#### [What you should do]
Go through the lines below and copy each one that holds the string "bottom".
### Task material
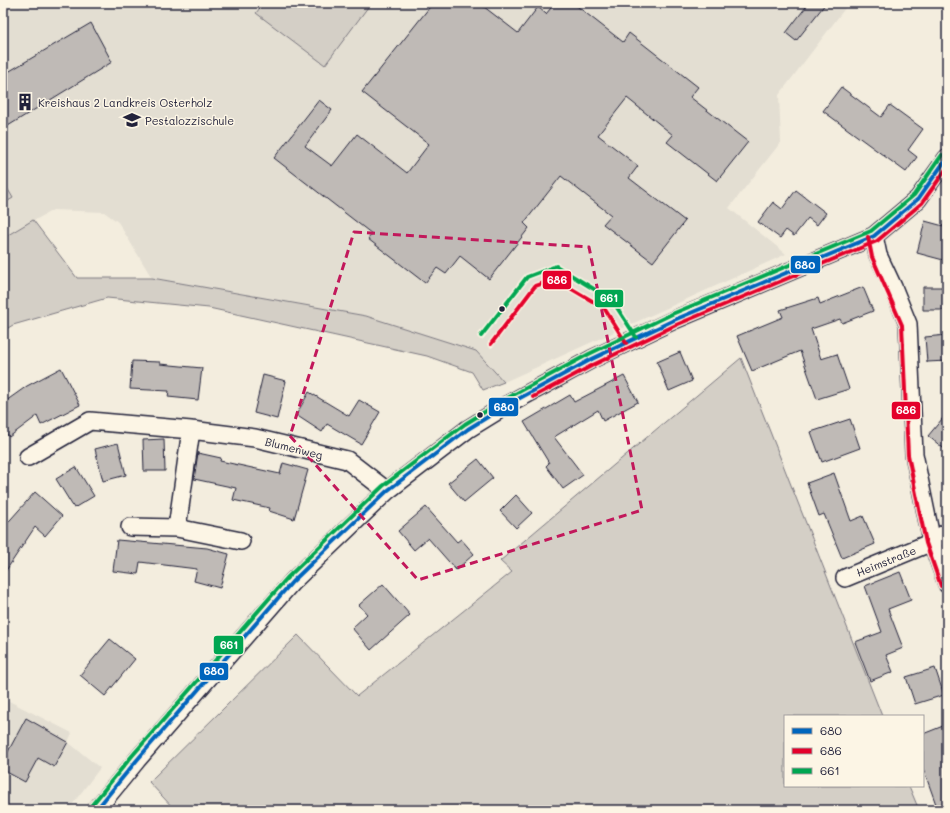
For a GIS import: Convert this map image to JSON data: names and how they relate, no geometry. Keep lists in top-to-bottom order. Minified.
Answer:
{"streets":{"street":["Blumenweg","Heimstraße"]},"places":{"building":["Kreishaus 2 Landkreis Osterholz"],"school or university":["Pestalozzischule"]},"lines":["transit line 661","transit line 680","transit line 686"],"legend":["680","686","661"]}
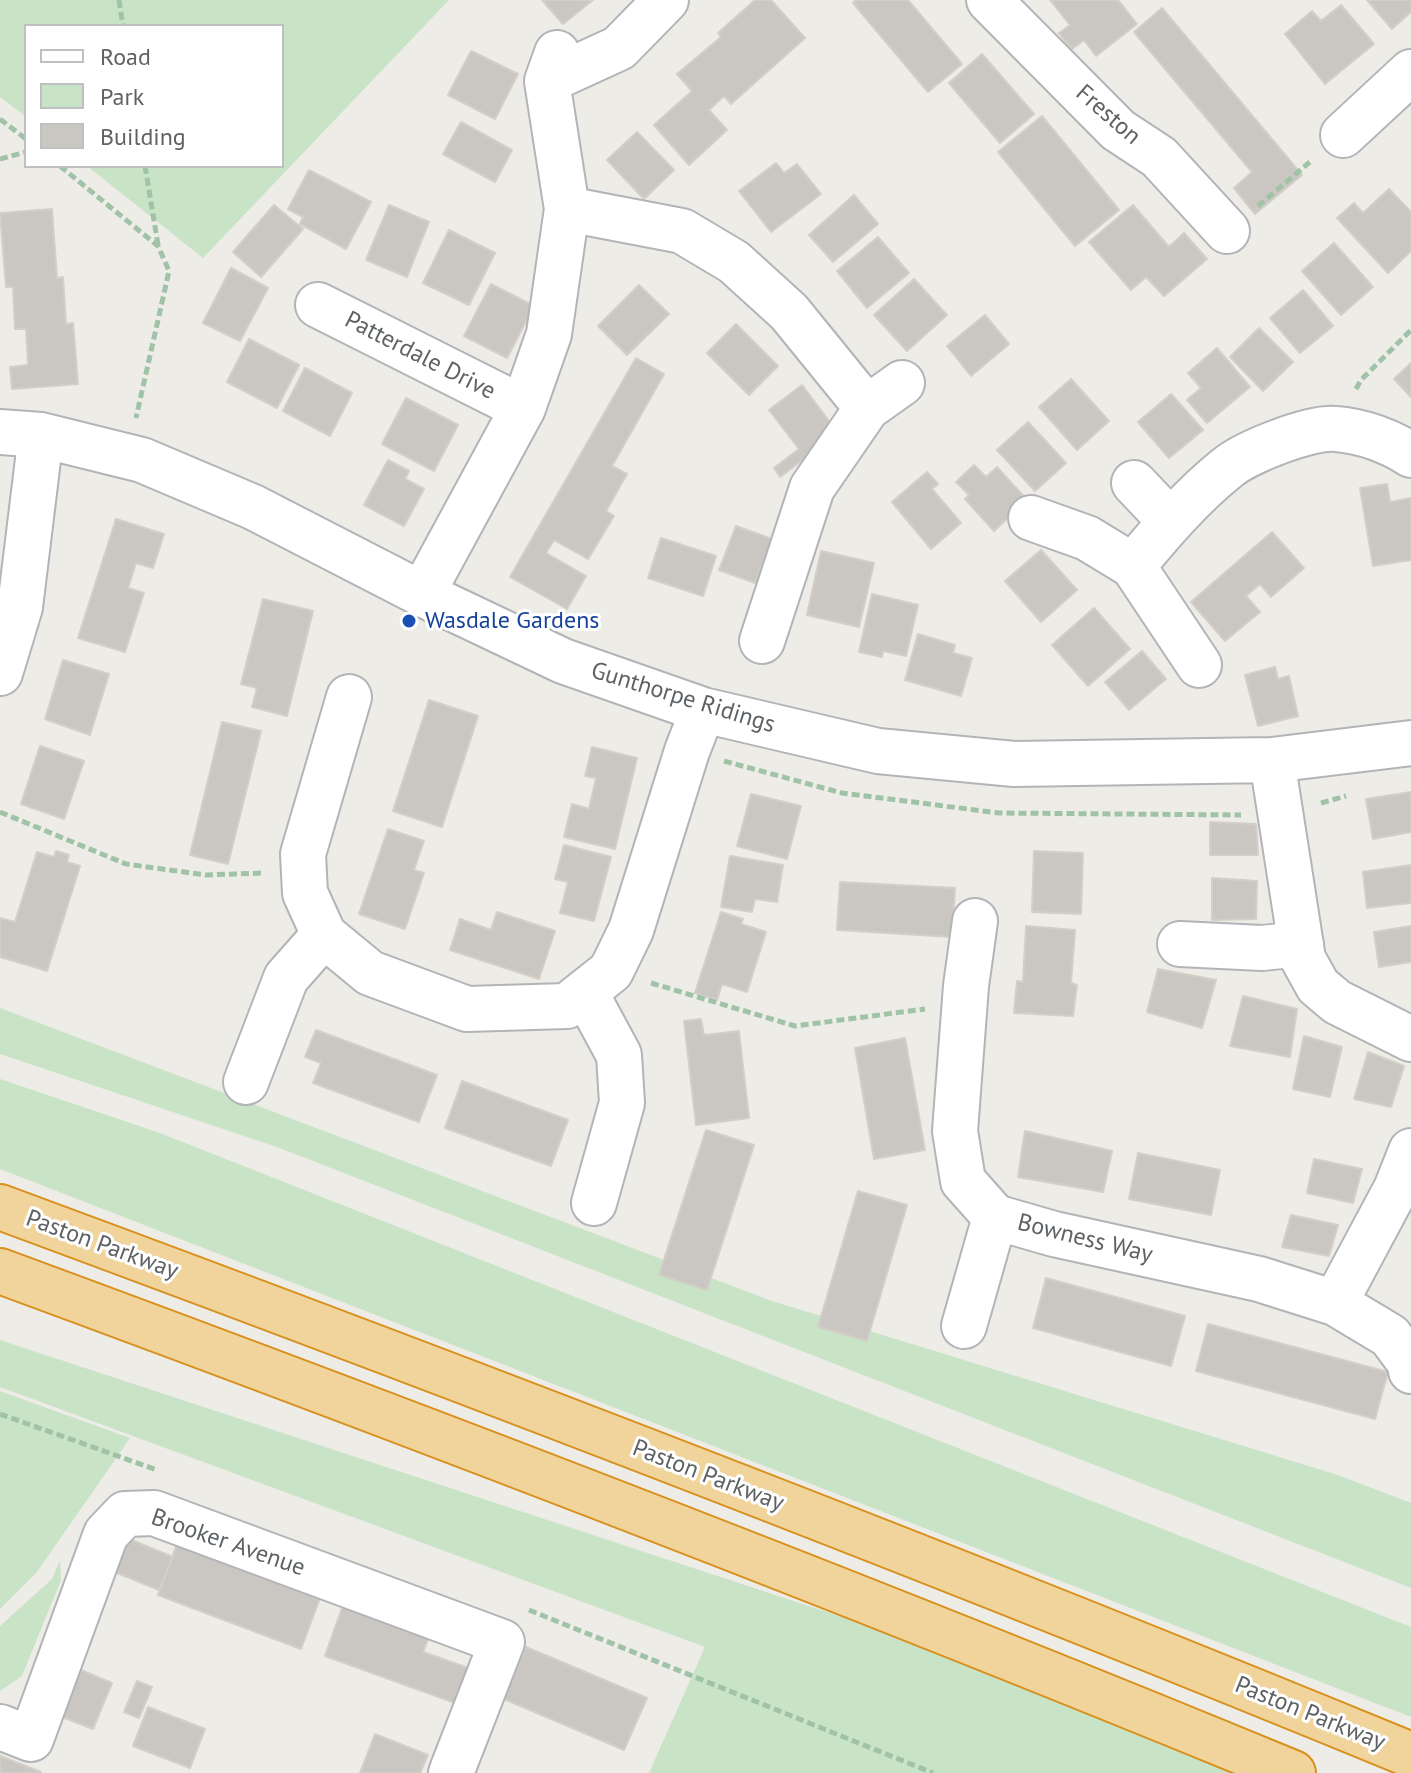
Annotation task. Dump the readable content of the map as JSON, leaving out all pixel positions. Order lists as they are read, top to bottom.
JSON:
######
#### [Output for this task]
For a GIS import: Convert this map image to JSON data: names and how they relate, no geometry. Keep lists in top-to-bottom order. Minified.
Annotation task. Dump the readable content of the map as JSON, leaving out all pixel positions. Order lists as they are read, top to bottom.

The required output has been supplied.